Provided data:
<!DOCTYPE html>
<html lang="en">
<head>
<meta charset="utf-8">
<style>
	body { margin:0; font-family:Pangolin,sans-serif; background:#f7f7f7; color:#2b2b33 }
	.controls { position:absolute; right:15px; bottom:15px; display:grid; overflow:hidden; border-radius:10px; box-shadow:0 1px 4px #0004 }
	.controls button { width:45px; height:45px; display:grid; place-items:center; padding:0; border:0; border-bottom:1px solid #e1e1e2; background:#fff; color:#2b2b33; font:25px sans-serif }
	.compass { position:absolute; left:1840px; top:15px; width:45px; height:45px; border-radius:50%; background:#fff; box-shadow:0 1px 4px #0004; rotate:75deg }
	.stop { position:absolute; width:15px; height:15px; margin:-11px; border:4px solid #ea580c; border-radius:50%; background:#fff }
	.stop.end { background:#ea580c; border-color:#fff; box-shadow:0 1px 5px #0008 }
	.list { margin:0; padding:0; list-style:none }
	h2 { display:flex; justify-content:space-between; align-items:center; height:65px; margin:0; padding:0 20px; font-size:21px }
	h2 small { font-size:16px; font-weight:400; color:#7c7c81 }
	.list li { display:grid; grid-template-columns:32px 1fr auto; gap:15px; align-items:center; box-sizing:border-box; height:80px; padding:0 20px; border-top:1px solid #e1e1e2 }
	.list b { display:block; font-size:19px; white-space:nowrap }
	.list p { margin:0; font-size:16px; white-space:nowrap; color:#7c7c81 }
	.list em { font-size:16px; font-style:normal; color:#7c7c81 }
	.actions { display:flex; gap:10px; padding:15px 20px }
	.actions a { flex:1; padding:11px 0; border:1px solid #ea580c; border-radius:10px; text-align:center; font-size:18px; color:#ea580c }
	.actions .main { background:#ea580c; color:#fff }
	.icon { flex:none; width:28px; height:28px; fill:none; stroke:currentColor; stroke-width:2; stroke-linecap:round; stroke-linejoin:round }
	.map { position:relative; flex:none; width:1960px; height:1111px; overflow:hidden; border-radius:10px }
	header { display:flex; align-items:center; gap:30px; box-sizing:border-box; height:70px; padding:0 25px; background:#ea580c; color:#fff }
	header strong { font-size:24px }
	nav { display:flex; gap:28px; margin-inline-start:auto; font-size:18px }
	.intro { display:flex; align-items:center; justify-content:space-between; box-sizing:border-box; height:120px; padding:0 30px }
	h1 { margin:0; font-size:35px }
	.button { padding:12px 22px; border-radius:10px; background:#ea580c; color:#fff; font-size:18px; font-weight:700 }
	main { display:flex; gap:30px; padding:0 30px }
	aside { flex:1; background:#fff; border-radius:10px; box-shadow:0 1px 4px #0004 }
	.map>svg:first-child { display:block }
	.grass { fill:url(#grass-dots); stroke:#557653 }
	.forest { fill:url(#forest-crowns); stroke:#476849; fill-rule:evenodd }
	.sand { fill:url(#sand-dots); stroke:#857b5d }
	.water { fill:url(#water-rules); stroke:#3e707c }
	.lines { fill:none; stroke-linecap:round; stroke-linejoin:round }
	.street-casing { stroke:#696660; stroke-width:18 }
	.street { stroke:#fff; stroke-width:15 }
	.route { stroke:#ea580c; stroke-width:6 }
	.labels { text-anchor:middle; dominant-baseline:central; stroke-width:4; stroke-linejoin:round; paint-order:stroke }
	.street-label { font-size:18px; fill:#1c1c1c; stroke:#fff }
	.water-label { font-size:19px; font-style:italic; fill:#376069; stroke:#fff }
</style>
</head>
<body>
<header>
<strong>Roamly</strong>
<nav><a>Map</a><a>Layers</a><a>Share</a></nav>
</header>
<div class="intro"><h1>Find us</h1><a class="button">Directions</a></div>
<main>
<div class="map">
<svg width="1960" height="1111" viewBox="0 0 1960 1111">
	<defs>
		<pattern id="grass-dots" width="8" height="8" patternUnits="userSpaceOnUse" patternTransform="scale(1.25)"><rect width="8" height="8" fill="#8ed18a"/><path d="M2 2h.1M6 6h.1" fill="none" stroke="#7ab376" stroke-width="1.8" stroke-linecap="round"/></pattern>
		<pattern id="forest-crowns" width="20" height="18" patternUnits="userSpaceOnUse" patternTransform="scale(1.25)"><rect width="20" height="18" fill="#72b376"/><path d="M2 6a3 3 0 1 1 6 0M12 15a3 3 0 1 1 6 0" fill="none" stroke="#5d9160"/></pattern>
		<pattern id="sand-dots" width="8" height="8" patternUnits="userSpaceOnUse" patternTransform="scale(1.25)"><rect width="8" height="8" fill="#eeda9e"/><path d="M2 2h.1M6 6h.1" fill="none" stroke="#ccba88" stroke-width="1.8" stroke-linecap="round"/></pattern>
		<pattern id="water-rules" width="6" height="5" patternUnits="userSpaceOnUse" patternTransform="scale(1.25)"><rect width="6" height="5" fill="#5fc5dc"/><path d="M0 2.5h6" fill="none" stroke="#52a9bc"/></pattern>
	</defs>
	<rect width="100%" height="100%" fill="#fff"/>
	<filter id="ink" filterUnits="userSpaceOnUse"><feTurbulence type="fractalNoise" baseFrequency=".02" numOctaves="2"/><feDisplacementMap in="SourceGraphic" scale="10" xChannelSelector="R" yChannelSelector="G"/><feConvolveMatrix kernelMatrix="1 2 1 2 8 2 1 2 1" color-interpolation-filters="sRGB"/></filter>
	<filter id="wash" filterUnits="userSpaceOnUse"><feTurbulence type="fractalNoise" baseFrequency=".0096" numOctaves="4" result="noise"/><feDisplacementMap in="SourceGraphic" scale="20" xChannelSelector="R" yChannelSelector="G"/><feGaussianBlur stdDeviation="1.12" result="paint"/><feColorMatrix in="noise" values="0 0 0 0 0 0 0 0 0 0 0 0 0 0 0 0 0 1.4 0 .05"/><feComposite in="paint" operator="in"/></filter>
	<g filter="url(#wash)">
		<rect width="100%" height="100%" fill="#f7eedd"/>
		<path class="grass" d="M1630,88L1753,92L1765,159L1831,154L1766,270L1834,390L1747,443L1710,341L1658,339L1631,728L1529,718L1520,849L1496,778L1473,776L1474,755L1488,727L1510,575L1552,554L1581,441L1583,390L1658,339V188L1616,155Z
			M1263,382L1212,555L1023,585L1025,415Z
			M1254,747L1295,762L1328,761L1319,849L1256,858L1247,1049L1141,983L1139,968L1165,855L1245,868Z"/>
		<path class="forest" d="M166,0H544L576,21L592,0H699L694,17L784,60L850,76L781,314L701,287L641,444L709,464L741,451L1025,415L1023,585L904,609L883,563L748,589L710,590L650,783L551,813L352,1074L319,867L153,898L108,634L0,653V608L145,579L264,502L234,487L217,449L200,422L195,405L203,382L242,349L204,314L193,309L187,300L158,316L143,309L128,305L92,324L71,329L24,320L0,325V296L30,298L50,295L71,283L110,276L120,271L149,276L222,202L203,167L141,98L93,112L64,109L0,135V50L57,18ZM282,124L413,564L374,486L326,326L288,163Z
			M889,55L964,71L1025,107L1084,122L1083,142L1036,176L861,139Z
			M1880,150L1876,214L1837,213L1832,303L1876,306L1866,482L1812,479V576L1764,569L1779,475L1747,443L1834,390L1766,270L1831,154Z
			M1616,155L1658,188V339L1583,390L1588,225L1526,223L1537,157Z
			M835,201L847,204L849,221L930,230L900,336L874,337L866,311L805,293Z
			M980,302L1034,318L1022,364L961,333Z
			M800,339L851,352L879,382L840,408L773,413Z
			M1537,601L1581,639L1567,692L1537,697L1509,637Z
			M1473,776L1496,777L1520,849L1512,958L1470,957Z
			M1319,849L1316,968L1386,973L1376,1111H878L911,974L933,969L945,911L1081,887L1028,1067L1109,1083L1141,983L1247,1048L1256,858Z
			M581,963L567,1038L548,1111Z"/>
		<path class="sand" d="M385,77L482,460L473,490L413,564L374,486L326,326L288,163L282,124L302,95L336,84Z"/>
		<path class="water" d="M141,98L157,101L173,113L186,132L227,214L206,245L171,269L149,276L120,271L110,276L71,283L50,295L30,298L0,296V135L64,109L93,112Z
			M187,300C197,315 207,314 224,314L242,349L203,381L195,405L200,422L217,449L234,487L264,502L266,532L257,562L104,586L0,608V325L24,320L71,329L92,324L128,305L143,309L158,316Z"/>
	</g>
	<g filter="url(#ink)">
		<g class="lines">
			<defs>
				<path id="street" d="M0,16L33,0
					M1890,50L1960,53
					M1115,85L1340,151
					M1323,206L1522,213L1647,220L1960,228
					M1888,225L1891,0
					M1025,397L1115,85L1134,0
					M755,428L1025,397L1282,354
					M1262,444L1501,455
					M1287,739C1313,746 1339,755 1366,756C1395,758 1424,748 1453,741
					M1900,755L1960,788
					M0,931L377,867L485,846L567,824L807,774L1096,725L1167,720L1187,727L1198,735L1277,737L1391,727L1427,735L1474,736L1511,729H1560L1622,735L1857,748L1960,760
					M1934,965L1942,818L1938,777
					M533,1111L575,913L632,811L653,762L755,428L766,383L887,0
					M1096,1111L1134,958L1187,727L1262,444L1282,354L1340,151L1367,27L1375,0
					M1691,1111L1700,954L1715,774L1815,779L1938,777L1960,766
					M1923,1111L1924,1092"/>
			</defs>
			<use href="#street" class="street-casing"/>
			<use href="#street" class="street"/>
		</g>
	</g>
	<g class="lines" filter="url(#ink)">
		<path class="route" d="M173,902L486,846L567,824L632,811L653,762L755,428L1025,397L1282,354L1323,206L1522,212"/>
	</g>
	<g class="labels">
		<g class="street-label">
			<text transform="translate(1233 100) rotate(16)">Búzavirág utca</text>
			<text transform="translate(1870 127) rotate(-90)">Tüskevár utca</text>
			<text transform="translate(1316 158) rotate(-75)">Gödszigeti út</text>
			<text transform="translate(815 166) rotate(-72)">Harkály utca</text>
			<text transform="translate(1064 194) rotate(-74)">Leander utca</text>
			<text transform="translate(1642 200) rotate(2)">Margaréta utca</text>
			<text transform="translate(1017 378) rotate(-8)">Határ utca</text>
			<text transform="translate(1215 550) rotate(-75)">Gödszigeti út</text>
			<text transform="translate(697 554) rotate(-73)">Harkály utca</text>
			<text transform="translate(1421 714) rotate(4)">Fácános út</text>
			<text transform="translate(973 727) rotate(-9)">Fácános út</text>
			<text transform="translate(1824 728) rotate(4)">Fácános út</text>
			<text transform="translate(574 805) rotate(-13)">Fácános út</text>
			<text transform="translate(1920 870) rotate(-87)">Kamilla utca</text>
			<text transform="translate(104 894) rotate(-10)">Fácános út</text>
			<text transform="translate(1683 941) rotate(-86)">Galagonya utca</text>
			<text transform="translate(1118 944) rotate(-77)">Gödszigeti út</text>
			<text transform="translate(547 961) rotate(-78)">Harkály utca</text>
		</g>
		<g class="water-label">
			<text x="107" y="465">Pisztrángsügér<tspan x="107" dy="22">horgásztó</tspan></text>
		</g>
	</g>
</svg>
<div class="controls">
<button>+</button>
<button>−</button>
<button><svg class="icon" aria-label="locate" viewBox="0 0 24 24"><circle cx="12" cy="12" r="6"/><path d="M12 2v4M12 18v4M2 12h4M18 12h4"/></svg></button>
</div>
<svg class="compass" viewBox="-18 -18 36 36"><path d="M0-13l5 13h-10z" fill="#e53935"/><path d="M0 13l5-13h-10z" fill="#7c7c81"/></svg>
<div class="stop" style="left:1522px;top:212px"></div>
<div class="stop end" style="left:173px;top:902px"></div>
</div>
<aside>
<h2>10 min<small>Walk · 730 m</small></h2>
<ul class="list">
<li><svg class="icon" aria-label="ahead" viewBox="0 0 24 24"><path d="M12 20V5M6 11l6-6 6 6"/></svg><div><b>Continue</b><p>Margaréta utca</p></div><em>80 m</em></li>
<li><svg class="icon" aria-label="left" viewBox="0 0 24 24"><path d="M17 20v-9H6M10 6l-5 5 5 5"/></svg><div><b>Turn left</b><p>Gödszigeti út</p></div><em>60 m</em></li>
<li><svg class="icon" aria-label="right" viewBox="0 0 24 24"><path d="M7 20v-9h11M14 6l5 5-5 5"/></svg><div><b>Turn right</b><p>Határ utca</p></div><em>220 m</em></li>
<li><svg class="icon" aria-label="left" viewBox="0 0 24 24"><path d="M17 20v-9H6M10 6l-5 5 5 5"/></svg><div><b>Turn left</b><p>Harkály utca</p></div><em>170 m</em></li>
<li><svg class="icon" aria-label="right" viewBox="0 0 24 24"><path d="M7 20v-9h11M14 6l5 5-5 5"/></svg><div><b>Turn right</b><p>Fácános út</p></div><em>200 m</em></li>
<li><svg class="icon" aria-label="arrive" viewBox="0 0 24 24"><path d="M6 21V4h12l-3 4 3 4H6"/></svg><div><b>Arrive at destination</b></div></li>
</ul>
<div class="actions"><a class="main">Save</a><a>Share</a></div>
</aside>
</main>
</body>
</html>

Prompt:
A line belongs in the answer if it contains the word "linejoin"; please copy each such line from the material.

Result of the task:
	.icon { flex:none; width:28px; height:28px; fill:none; stroke:currentColor; stroke-width:2; stroke-linecap:round; stroke-linejoin:round }
	.lines { fill:none; stroke-linecap:round; stroke-linejoin:round }
	.labels { text-anchor:middle; dominant-baseline:central; stroke-width:4; stroke-linejoin:round; paint-order:stroke }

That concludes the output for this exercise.